🇺🇸 USAF — Project Blue Book
En junio de 1960, un niño en Syracuse, Nueva York, fue testigo de un suceso inusual cuando un objeto fundido golpeó su bota. Dos objetos, uno metálico y otro de baja densidad, cayeron cerca de su hogar. Las autoridades militares y científicas analizaron las muestras, que mostraron signos de haber sido expuestas a altas temperaturas. Aunque inicialmente se pensó en un meteorito, los análisis revelaron que se trataba de escoria de horno de vidrio, un material industrial común. La conexión con un objeto espacial, como el Sputnik IV, también fue considerada, pero no se confirmó.

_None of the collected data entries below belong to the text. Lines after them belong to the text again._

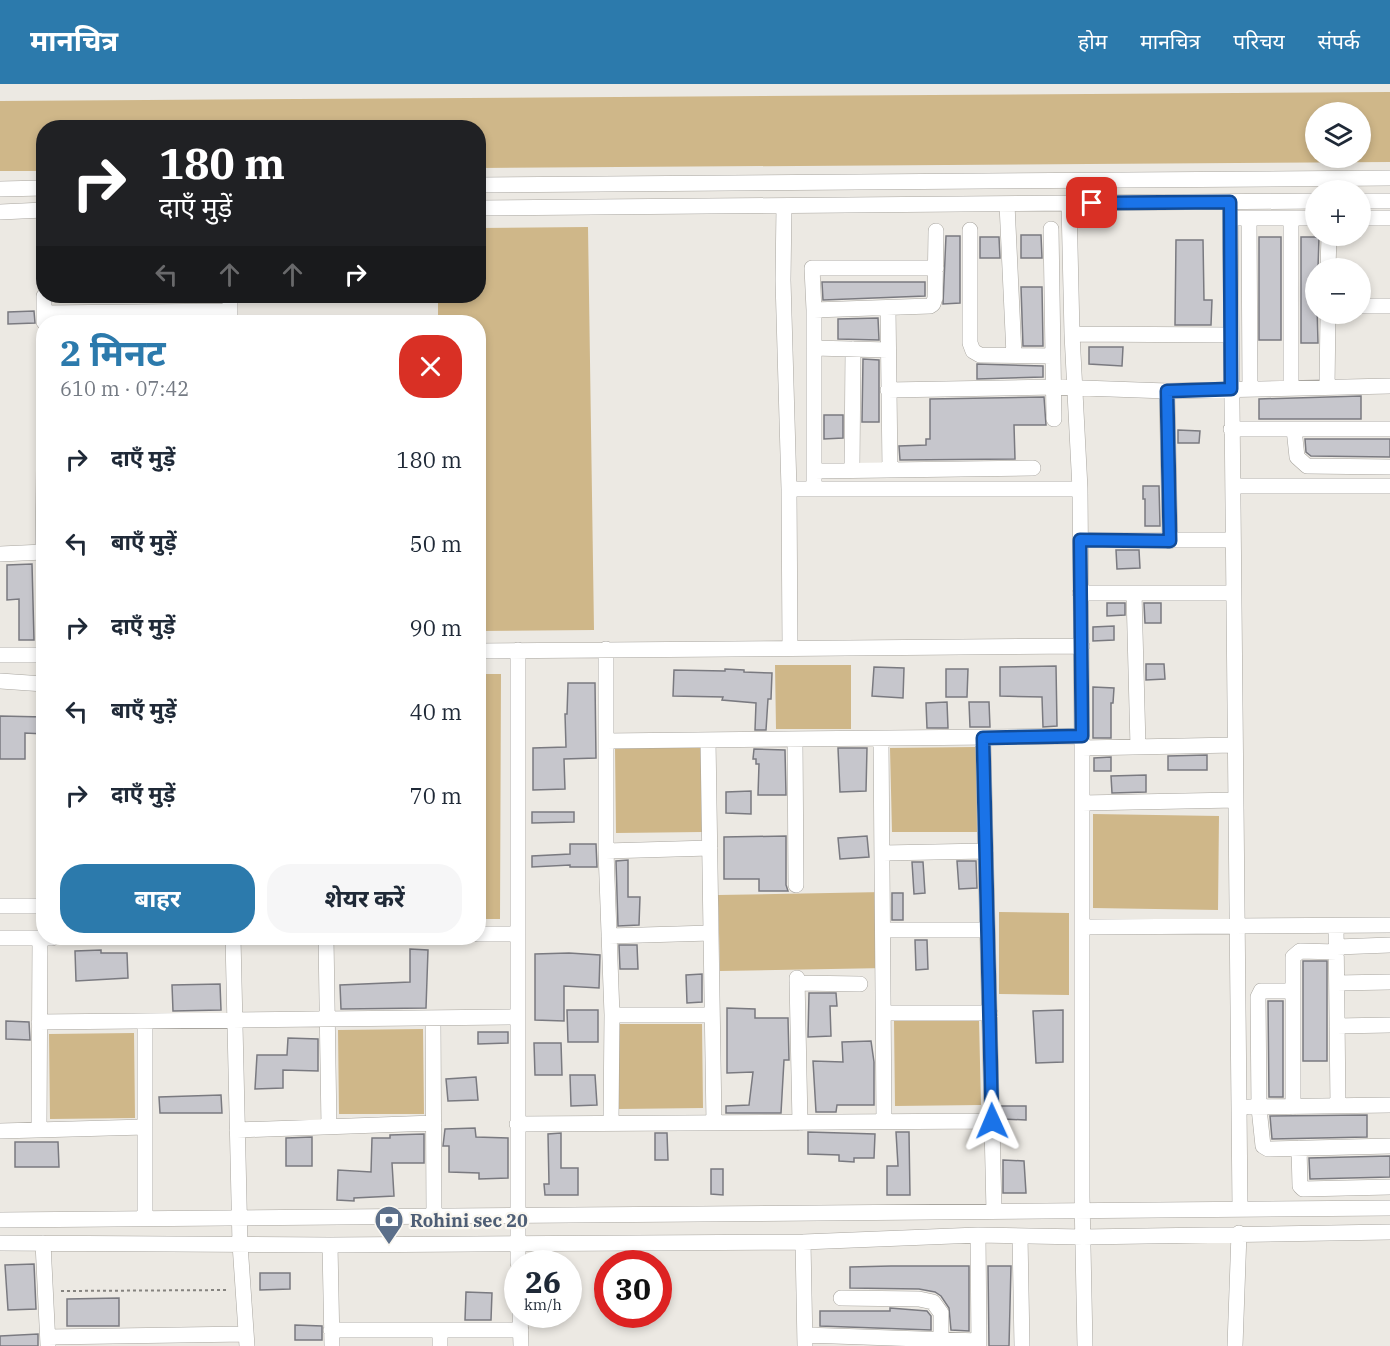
<!DOCTYPE html>
<html lang="hi">
<meta charset="utf-8">
<style>
:root{--surface:#fff;--page:#f6f6f7;--text:#1f2937;--muted:#747a83;--accent:#2c7aac}
body{margin:0;font-family:"IBM Plex Serif","Noto Sans Devanagari",serif;background:var(--page);color:var(--text);height:100vh;display:flex;flex-direction:column;font-size:22px;white-space:nowrap}
*{box-sizing:border-box;margin:0}
p{font-size:20px;color:var(--muted)}
.icon{flex:none;width:33px;height:33px;fill:none;stroke:currentColor;stroke-width:2;stroke-linecap:round;stroke-linejoin:round}
.map{position:relative;flex:1;overflow:hidden}
.details{position:absolute;left:36px;top:231px;width:450px;height:630px;display:flex;flex-direction:column;background:var(--surface);border-radius:24px;box-shadow:0 3px 9px #0003}
.details>*{flex:none}
.banner{position:absolute;left:36px;top:36px;width:450px;height:183px;border-radius:24px;box-shadow:0 3px 9px #0003;background:#202124;color:#fff;overflow:hidden}
.tools{position:absolute;left:1305px;top:18px;display:grid;gap:12px}
.tools a{display:grid;place-items:center;width:66px;height:66px;border-radius:50%;background:var(--surface);box-shadow:0 3px 9px #0003;font-size:30px}
.speed{position:absolute;left:504px;top:1166px;display:flex;gap:12px;font-size:30px;font-weight:700;text-align:center}
.speed>*{display:grid;place-content:center;width:78px;height:78px;border-radius:50%;background:var(--surface);box-shadow:0 3px 9px #0003;line-height:1}
.speed small{font-size:15px;font-weight:400}
.speed .limit{border:9px solid #d22;background:#fff;color:#111}
.pin{position:absolute;display:grid;place-items:center;width:51px;height:51px;color:#fff;margin:-26px;border-radius:12px;box-shadow:0 3px 9px #0006}
.me{position:absolute;width:66px;margin:-33px;rotate:359deg;stroke-linejoin:round;filter:drop-shadow(0 0 4px #0008)}
.turn{display:flex;align-items:center;gap:21px;height:126px;padding:0 24px;font-size:27px}
.turn .icon{width:78px;height:78px;stroke-width:2.5}
.turn b{display:block;font-size:42px;line-height:51px}
.lanes{display:flex;align-items:center;height:57px;padding:0 24px;background:#0003;justify-content:center;gap:30px;direction:ltr}
.lanes .off{opacity:.35}
.round{display:grid;place-items:center;flex:none;width:63px;height:63px;border-radius:24px;background:var(--page)}
.summary{display:flex;align-items:center;justify-content:space-between;height:102px;padding:0 24px}
h1{font-size:36px;font-weight:700;line-height:45px;color:var(--accent)}
.cta{display:flex;gap:12px;margin-top:auto;padding:12px 24px}
.cta a{flex:1;height:69px;border-radius:24px;background:var(--accent);color:#fff;font-size:24px;font-weight:700;line-height:69px;text-align:center}
.cta a+a{background:var(--page);color:var(--text)}
ul{padding:0;list-style:none}
li{display:flex;align-items:center;gap:18px;height:84px;padding:0 24px}
li div{flex:1}
li b{display:block;font-size:22px}
li em{font-style:normal}
header{display:flex;align-items:center;gap:36px;box-sizing:border-box;height:84px;padding:0 30px;background:var(--accent);color:#fff}
header strong{font-size:28px}
nav{display:flex;gap:33px;margin-inline-start:auto;font-size:21px}
.map>svg:first-child{display:block}
.green{fill:#cfb789;fill-rule:evenodd}
.building{fill:#c6c6cc;stroke:#7a7a80;stroke-width:1.5}
.lines{fill:none;stroke-linecap:round;stroke-linejoin:round}
.minor-casing{stroke:#a8a59f;stroke-width:16}
.path{stroke:#85837f;stroke-width:2;stroke-dasharray:3 3;stroke-linecap:butt}
.minor{stroke:#fff;stroke-width:15}
.route-casing{stroke:#114b97;stroke-width:15}
.route{stroke:#1a73e8;stroke-width:10}
.labels{text-anchor:middle;dominant-baseline:central;stroke-width:4.5;stroke-linejoin:round;paint-order:stroke}
.service-label{font-size:18px;font-weight:bold;fill:#4e5e75;stroke:#faf7f0;text-anchor:start}
</style>
<header>
<strong>मानचित्र</strong>
<nav><a>होम</a><a>मानचित्र</a><a>परिचय</a><a>संपर्क</a></nav>
</header>
<div class="map">
<svg width="1390" height="1262" viewBox="0 0 1390 1262">
<rect width="100%" height="100%" fill="#ece9e3"/>
<!-- green -->
<path class="green" d="M1390,8v70l-911,6 -1,-40h-434l-1,43h-43v-70zM1360,28v46h-44v-46z
M588,143l6,403 -115,1 -1,-309h-40v-26h40l1,-68z
M775,581h76v64h-75z
M479,590h22l-1,245h-21z
M976,663l1,85h-85l-2,-84z
M615,664h86l1,84 -86,1z
M1093,730l126,2 -1,94 -125,-2z
M884,808l2,76 -166,3 -2,-76z
M999,828l70,1v82l-70,-1z
M979,936l2,85 -86,1 -1,-85z
M617,940h85l1,84 -85,1z
M423,945l1,85h-85l-1,-84z
M134,949l1,85 -85,1 -1,-85z"/>
<!-- building -->
<path class="building" d="M1021,151h20l1,23h-21z
M946,152h14v67l-17,1z
M980,153h19l1,21h-20z
M1259,153h22v103h-22z
M1301,153h18l-1,31h-2l2,75h-17z
M1176,156h27l1,60h8l-1,25h-36z
M822,198h103v14l-102,4z
M1021,203h21l1,59h-20z
M34,227l1,12 -27,1v-12z
M878,234l1,22 -41,-1v-20z
M1089,263h34l-1,19 -33,-2z
M863,275l16,1v62h-17z
M977,280l66,2v11l-66,2z
M1361,312v23h-102v-20z
M1044,313l2,28h-32l1,34 -115,1 -1,-14 27,-1v-6h4v-40z
M824,331h19v23l-19,1z
M1178,346l22,1 -1,12h-21z
M1305,355h85v18l-79,-1 -5,-4z
M1143,402h16l1,40h-15v-27h-2z
M1116,466h23l1,18 -23,1z
M32,480l2,76h-15v-41l-12,1v-35z
M1107,519h18v12l-18,1z
M1144,519h17v20h-16z
M1114,542v14l-21,1v-14z
M1146,580h18l1,15 -19,1z
M1056,582l1,60 -14,1 -1,-30 -42,-1v-29z
M874,583l30,1 -1,30 -31,-2z
M725,585l19,1v2l28,1 -1,26h-3l-2,31h-11l1,-27 -34,-3 1,-3 -50,-1 1,-26 51,1z
M946,585h22l-1,28h-21z
M568,599h27l1,75 -32,1 1,30 -32,1v-42l33,-1 -1,-33h2z
M1093,603l21,1 -1,15h-2v35h-18z
M947,618l1,26h-21l-1,-25z
M969,618h20l1,25h-20z
M0,632l44,1v17l-19,-1v26h-25z
M838,664h29l-1,43 -26,1z
M754,665l31,1 1,45h-28l1,-31h-3v-5h-3z
M1207,671v15h-39v-14z
M1111,673v14h-17v-13z
M1146,691v17l-34,1 -1,-17z
M751,707v23l-25,-1v-21z
M532,728h42v10l-42,1z
M786,752v49l2,6h-29v-12h-35v-42z
M867,752l2,21 -29,2 -2,-21z
M570,760h26l1,23h-27v-2l-38,2v-11l38,-2z
M628,776v37h12l-1,28 -21,1 -2,-65z
M957,777h19l1,27 -18,1z
M912,778h11l2,31 -11,1z
M892,809h11v27h-11z
M915,856h12l1,29 -12,1z
M619,861h18l1,24h-18z
M410,865l18,1 -2,58 -85,1 -1,-24 70,-3z
M101,866v3h26l1,25 -52,3 -1,-30z
M569,869l31,2 -1,33 -35,-2v35l-29,-1v-66z
M1303,877h24v100h-24z
M702,890v28l-15,1 -1,-28z
M220,900l1,26 -48,1 -1,-26z
M809,909h27l1,13h-7l1,30 -23,1z
M1268,917h15v96h-14z
M727,924l28,1v9h33l1,42h-5l-3,53h-55v-7l23,-1 4,-33 -26,1z
M567,926h31v32h-30z
M1063,926v52l-27,1 -3,-52z
M6,937l23,1 1,18 -24,-1z
M478,948h30v11l-30,1z
M288,954l30,1v32l-35,-1v18l-28,1 2,-34h30z
M871,957l3,21v43h-37l-1,7h-20l-3,-51 30,1 -1,-20z
M534,959h27l1,32h-27z
M570,991h25l2,30 -26,1z
M476,993l2,23 -30,1 -2,-22z
M221,1011l1,18h-62l-1,-16z
M1001,1022h25v14l-24,-1z
M1367,1031v22l-95,2 -2,-23z
M475,1044l1,9 32,1v40l-29,1v-6l-30,-1v-26h-6l2,-17z
M808,1048l67,2 -1,24h-20v4l-15,-1v-6l-31,-1z
M896,1048h13l1,63h-23v-29h11z
M561,1049v35h17v27h-33l-1,-11h5l-1,-50z
M655,1049h12l1,27h-13z
M424,1050v29h-32l2,33 -40,2v3l-17,-1 1,-30 33,2 1,-34h18v-3z
M312,1053v29h-26v-28z
M15,1058h43l1,25h-44z
M1390,1072v21l-80,2 -1,-21z
M1003,1076l21,1 2,32h-23z
M711,1085h12v26l-12,-1z
M34,1180l2,45 -28,1 -3,-45z
M891,1182h78v65l-18,-1 -2,-22 -8,-12 -6,-4 -16,-3 -69,-1v-21z
M988,1182h23l-2,80h-20z
M260,1189h30v16l-30,1z
M466,1208l26,1 -1,27h-26z
M119,1214v28h-52v-27z
M890,1224l37,3 4,5v14l-111,-4v-15h70z
M295,1241l27,1v14h-27z
M38,1250v12h-38v-10z"/>
<g class="lines">
<!-- minor casing -->
<g class="minor-casing">
<path id="minor" d="M478,101l912,-7
M0,105l44,-1
M1360,117h30
M1230,118l10,1006
M1069,119l3,131 8,155 2,259v449l3,149
M1007,120l7,151
M784,123l-1,73 6,209 1,159
M478,124l838,-7
M0,128l44,-2
M1239,134h77
M1249,134l1,171
M1291,134v170
M1360,134h30
M1051,145l3,190
M970,146v113l3,8 7,4 73,1
M1328,184l1,-32
M44,212v26
M230,212v26
M1360,222h30
M888,224l2,162
M814,226l116,-4 3,-2 2,-6 1,-67
M44,229l186,-2
M1072,250l159,1
M814,264l74,2
M1327,303l1,-73
M888,306l166,-3 113,4 223,-5
M1167,307l3,150
M1231,345h159
M1294,345l3,28 10,9 83,1
M852,386l1,-121
M814,387l219,-3
M1233,402h157
M789,405h291
M814,405v-179l-2,-42h124
M1080,456h153
M43,468l1,-82
M0,470l44,-2
M1080,509h154
M1134,509l4,154
M606,565v202l6,164 -1,108
M478,567l604,-5
M0,571h44
M0,597l44,3
M983,654l11,473
M795,655l1,146
M881,655l3,382
M708,656l6,383
M606,657l475,-5
M1082,664l153,-3
M1082,719l154,-3
M606,767l104,-3
M883,769l103,-2
M0,822h44
M1336,842l2,180
M1082,843l308,-2
M884,846h103
M478,850h40
M609,852l102,-3
M0,854h52
M233,854l7,306 7,102
M326,854l3,189
M1337,863l53,-2
M797,894l3,145
M797,899l63,1
M1337,899l53,-1
M1293,907h-32l-3,6 1,111 4,38 5,3 122,-3
M884,929h106
M612,931h99
M433,934l1,198
M39,938l478,-5
M1337,942l53,-1
M1249,1023l141,-2
M1293,1023v-150l7,-6 37,1
M517,1040l475,-3
M39,1046l1,-192
M237,1046l197,-7
M0,1047l145,-4
M1299,1064l1,38 3,3 87,-2
M145,1135v-198
M0,1136l1390,-12
M978,1151l1,111
M1020,1152l2,110
M803,1158l2,104
M0,1159l330,2 473,-3 175,-7 105,2 307,-5
M43,1159l5,102
M330,1161l2,101
M518,1179v-613
M841,1214l78,1 14,3 8,11v27
M520,1230l1,32
M331,1246h190
M440,1247v15
M805,1251l174,6
M48,1253l198,-3
M1235,1262l4,-113"/>
</g>
<!-- path -->
<path class="path" d="M61,1207l168,-1"/>
<!-- minor -->
<use href="#minor" class="minor"/>
</g>
<g class="lines">
<!-- route casing -->
<g class="route-casing">
<path id="route" d="M992,1037l-9,-383 99,-2 -2,-196 90,1 -3,-150 64,-2 -1,-187 -138,1"/>
</g>
<!-- route -->
<use href="#route" class="route"/>
</g>
<!-- icons -->
<defs>
<g id="bank-pin" transform="scale(1.5)"><path d="M0 17L-7.5 6A9.5 9.5 0 1 1 7.5 6Z" fill="#5c6f8a" stroke="#faf7f0"/><path d="M-6-4H6V4H-6ZM0-2.3a2.3 2.3 0 1 0 0 4.6a2.3 2.3 0 1 0 0-4.6Z" fill="#fff"/></g>
</defs>
<g fill-rule="evenodd">
<use href="#bank-pin" x="389" y="1136"/>
</g>
<g class="labels">
<!-- service labels -->
<g class="service-label">
<text x="410" y="1136">Rohini sec 20</text>
</g>
</g>
</svg>
<div class="tools">
<a><svg class="icon" aria-label="layers" viewBox="0 0 24 24"><path d="M12 4l9 5-9 5-9-5zM3 14l9 5 9-5"/></svg></a>
<a>+</a>
<a>−</a>
</div>
<div class="speed"><div>26<small>km/h</small></div><div class="limit">30</div></div>
<div class="pin" style="left:1092px;top:119px;background:#d93025"><svg class="icon" aria-label="arrive" viewBox="0 0 24 24"><path d="M6 21V4h12l-3 4 3 4H6"/></svg></div>
<svg class="me" style="left:992px;top:1037px" viewBox="-20 -20 40 40"><path d="M0-17L14 15 0 8-14 15z" fill="#1a73e8" stroke="#fff" stroke-width="4"/></svg>
<div class="banner">
<div class="turn"><svg class="icon" aria-label="right" viewBox="0 0 24 24"><path d="M7 20v-9h11M14 6l5 5-5 5"/></svg><div><b>180 m</b>दाएँ मुड़ें</div></div>
<div class="lanes"><svg class="icon off" aria-label="left" viewBox="0 0 24 24"><path d="M17 20v-9H6M10 6l-5 5 5 5"/></svg><svg class="icon off" aria-label="ahead" viewBox="0 0 24 24"><path d="M12 20V5M6 11l6-6 6 6"/></svg><svg class="icon off" aria-label="ahead" viewBox="0 0 24 24"><path d="M12 20V5M6 11l6-6 6 6"/></svg><svg class="icon" aria-label="right" viewBox="0 0 24 24"><path d="M7 20v-9h11M14 6l5 5-5 5"/></svg></div>
</div>
<section class="details">
<div class="summary"><div><h1>2 मिनट</h1><p>610 m · 07:42</p></div><a class="round" style="background:#d93025;color:#fff"><svg class="icon" aria-label="close" viewBox="0 0 24 24"><path d="M6 6l12 12M18 6L6 18"/></svg></a></div>
<ul>
<li><svg class="icon" aria-label="right" viewBox="0 0 24 24"><path d="M7 20v-9h11M14 6l5 5-5 5"/></svg><div><b>दाएँ मुड़ें</b></div><em>180 m</em></li>
<li><svg class="icon" aria-label="left" viewBox="0 0 24 24"><path d="M17 20v-9H6M10 6l-5 5 5 5"/></svg><div><b>बाएँ मुड़ें</b></div><em>50 m</em></li>
<li><svg class="icon" aria-label="right" viewBox="0 0 24 24"><path d="M7 20v-9h11M14 6l5 5-5 5"/></svg><div><b>दाएँ मुड़ें</b></div><em>90 m</em></li>
<li><svg class="icon" aria-label="left" viewBox="0 0 24 24"><path d="M17 20v-9H6M10 6l-5 5 5 5"/></svg><div><b>बाएँ मुड़ें</b></div><em>40 m</em></li>
<li><svg class="icon" aria-label="right" viewBox="0 0 24 24"><path d="M7 20v-9h11M14 6l5 5-5 5"/></svg><div><b>दाएँ मुड़ें</b></div><em>70 m</em></li>
</ul>
<div class="cta"><a>बाहर</a><a>शेयर करें</a></div>
</section>
</div>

La investigación incluyó espectroscopía, análisis de rayos X y pruebas de infrarrojos, lo que permitió identificar la composición química y la estructura no cristalina de los objetos. A pesar de las pruebas, no se encontró evidencia de radiactividad ni de un origen extraterrestre. Finalmente, se concluyó que los objetos eran de origen terrestre, probablemente relacionados con procesos industriales. Este caso, aunque intrigante, no aportó nuevas pistas sobre fenómenos ovni, pero sí ilustró la rigurosa metodología usada por las autoridades para evaluar informes de avistamientos.